Colloque international

Écotones 3

Corinne Duboin (EA DIRE, Université de La Réunion), Thomas Lacroix (MIGRINTER, UMR CNRS-Poitiers) et Judith Misrahi-Barak (EA EMMA, université Paul-Valéry Montpellier 3) organisent le troisième colloque international du programme « Écotones » qui aura lieu à Saint-Denis de La Réunion du 14 au 16 juin 2018 (voir le programme et les résumés des communications).

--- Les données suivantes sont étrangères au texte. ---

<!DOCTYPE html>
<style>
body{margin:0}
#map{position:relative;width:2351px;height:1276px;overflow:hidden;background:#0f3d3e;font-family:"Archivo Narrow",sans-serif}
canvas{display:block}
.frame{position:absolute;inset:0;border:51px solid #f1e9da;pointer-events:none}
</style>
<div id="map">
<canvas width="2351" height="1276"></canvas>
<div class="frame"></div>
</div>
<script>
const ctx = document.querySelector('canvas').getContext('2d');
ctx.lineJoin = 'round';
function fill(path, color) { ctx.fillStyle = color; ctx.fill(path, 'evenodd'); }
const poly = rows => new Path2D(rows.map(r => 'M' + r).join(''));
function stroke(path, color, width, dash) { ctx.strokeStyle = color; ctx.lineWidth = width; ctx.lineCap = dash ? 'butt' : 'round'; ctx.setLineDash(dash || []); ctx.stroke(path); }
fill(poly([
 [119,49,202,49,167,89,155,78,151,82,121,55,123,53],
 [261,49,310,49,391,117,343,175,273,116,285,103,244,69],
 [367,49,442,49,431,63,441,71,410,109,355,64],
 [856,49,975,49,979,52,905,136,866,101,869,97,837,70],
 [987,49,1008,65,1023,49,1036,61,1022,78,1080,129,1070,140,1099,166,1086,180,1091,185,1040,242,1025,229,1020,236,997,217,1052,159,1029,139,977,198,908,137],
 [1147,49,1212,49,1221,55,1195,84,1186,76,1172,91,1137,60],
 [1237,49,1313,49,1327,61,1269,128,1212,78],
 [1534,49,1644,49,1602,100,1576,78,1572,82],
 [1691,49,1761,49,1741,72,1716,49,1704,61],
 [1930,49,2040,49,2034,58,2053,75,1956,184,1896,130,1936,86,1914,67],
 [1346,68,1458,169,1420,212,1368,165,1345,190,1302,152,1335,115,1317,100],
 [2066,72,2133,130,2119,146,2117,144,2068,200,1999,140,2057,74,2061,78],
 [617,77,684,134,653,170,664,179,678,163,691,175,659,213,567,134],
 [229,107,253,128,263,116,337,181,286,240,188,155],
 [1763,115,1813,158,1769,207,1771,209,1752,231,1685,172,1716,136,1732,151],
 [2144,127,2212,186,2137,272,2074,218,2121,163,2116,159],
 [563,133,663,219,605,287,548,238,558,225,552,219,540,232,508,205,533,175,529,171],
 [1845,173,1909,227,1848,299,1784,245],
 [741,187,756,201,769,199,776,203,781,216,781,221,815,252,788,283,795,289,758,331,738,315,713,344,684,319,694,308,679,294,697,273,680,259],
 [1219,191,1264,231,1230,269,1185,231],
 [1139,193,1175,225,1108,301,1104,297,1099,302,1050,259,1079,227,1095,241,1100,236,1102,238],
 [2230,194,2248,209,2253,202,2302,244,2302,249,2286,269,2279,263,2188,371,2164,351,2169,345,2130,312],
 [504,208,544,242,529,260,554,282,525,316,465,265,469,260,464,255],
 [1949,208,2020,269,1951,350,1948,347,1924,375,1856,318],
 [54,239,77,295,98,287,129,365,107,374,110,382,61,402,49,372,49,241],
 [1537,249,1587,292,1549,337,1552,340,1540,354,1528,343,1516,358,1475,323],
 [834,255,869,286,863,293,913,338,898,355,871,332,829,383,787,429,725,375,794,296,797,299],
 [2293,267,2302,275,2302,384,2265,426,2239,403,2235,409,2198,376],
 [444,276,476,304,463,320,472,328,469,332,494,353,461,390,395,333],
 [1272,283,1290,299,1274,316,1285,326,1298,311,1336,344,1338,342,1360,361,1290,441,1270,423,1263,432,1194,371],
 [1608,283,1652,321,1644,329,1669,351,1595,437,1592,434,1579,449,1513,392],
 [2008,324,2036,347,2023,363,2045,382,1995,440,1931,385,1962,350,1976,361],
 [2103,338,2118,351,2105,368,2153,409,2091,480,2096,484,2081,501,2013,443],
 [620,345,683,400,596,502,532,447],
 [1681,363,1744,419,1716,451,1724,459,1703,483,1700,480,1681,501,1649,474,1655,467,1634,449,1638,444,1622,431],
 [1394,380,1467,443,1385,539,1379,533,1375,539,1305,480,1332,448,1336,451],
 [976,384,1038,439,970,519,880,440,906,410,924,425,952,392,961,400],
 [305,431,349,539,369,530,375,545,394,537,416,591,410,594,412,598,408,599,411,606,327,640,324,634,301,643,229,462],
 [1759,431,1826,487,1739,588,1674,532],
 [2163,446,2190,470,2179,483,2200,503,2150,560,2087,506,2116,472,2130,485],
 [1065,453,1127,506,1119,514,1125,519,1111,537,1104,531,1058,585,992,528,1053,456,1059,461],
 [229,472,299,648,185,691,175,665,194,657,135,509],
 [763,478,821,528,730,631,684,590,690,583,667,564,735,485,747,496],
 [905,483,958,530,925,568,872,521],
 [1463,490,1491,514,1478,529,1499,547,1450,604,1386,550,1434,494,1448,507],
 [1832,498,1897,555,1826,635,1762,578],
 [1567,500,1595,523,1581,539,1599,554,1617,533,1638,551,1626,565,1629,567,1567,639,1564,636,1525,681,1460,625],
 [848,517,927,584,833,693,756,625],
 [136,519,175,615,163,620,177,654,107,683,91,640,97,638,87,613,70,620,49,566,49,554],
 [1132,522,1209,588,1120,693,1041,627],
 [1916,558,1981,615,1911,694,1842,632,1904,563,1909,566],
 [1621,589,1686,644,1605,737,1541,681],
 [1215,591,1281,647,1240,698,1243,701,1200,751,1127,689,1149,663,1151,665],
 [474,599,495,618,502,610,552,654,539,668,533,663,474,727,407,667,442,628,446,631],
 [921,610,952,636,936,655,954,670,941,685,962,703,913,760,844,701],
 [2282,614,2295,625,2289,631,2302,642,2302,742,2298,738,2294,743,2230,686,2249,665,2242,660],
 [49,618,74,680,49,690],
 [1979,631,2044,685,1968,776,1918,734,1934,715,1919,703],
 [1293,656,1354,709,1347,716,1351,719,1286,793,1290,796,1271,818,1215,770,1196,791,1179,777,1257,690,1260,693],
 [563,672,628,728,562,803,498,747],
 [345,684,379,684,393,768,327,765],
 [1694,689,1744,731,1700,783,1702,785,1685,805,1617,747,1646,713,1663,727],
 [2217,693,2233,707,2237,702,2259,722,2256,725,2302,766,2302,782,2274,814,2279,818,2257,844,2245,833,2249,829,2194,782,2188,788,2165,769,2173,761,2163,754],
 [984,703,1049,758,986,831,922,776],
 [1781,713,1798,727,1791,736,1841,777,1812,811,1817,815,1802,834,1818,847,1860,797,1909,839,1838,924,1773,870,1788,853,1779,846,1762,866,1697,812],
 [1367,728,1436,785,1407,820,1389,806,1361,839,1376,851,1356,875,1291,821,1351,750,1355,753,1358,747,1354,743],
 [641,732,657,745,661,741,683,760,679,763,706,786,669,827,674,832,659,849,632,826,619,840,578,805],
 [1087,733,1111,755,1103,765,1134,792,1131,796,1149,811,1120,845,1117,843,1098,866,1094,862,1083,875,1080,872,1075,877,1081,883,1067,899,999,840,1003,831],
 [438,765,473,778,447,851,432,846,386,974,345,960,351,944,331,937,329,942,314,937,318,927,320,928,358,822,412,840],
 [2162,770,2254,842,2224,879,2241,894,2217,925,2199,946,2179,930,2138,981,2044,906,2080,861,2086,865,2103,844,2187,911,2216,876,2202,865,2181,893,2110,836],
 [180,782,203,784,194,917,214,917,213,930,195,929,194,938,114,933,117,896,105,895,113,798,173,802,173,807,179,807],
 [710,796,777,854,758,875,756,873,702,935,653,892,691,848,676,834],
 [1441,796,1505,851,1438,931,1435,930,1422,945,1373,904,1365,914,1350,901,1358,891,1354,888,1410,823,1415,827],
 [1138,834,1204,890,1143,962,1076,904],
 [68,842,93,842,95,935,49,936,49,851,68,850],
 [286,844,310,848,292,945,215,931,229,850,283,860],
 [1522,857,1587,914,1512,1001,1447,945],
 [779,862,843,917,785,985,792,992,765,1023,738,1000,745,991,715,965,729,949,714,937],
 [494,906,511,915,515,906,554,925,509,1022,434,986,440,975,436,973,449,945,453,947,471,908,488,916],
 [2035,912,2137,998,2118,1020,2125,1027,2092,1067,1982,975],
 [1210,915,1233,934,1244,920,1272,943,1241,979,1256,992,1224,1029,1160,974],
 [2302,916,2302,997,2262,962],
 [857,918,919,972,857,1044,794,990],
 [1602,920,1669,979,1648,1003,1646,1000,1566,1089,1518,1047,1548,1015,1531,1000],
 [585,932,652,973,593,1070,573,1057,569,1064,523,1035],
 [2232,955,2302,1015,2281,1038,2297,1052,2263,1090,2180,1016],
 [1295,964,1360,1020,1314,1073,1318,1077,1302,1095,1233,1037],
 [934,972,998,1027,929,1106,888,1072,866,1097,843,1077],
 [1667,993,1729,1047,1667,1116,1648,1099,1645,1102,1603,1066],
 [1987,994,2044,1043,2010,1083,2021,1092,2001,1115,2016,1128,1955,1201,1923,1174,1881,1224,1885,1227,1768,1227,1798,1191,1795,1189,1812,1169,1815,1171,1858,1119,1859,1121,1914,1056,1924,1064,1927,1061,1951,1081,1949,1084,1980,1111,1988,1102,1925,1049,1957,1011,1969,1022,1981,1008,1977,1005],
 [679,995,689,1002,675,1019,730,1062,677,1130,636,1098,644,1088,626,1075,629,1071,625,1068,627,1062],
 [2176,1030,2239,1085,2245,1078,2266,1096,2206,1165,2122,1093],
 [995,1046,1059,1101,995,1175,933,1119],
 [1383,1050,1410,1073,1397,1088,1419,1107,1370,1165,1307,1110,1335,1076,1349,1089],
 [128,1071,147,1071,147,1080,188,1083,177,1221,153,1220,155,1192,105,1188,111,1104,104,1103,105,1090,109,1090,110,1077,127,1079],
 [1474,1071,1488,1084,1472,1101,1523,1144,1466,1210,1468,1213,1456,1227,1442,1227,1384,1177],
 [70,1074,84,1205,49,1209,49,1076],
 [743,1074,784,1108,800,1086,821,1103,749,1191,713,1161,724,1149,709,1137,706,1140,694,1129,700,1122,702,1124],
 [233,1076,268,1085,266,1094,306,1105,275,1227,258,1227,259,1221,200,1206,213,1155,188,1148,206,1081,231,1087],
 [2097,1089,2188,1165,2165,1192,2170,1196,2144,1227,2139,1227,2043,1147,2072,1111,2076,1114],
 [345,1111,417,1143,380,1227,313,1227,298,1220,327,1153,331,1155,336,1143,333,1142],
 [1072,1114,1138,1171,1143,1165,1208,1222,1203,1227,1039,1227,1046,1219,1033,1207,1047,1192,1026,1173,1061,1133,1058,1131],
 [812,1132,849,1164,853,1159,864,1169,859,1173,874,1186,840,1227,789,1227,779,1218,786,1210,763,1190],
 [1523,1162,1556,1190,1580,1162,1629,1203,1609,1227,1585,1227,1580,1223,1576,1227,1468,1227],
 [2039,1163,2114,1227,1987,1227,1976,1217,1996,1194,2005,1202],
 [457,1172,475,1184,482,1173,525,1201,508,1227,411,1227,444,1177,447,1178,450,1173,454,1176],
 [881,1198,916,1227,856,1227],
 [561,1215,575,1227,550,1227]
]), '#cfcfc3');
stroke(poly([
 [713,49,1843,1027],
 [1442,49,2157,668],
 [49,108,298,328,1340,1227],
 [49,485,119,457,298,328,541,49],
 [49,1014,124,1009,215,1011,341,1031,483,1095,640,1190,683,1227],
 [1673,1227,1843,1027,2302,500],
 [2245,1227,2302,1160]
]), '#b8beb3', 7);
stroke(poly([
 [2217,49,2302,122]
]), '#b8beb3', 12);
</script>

Un « écotone » désigne initialement une zone de transition entre deux écosystèmes, par exemple entre terre et mer. Le programme « Ecotones » (2015-2020) est un cycle de colloques qui vise à reprendre un terme propre à la géographie et à l’écologie et d’élargir le concept en l’appliquant à d’autres sciences humaines et sociales. Un « écotone » peut ainsi être également compris comme étant un espace culturel de rencontres, de conflits, de renouvellement entre plusieurs communautés (Florence Krall). Une série d’événements interdisciplinaires est ainsi organisée par EMMA (Université Paul-Valéry Montpellier 3, France), Coastal Carolina University (SC, USA) et MIGRINTER (UMR CNRS-Poitiers, France) en collaboration avec des universités partenaires. Des manifestations se sont tenues à Amsterdam (Octobre 2015, Université d’Amsterdam, Universitéd’Anvers, Université de Liège, UniversitéCatholique de Louvain et Werkgroep Caraïbische Letteren), Montpellier (Juin 2016, UniversitéPaul-Valéry Montpellier 3), Londres (Octobre 2016, Institute of English Studies, School of Advanced Studies, Universitéde London) et Poitiers (June 2017, Universitéde Poitiers). Des publications sont prévues avec les différents partenaires.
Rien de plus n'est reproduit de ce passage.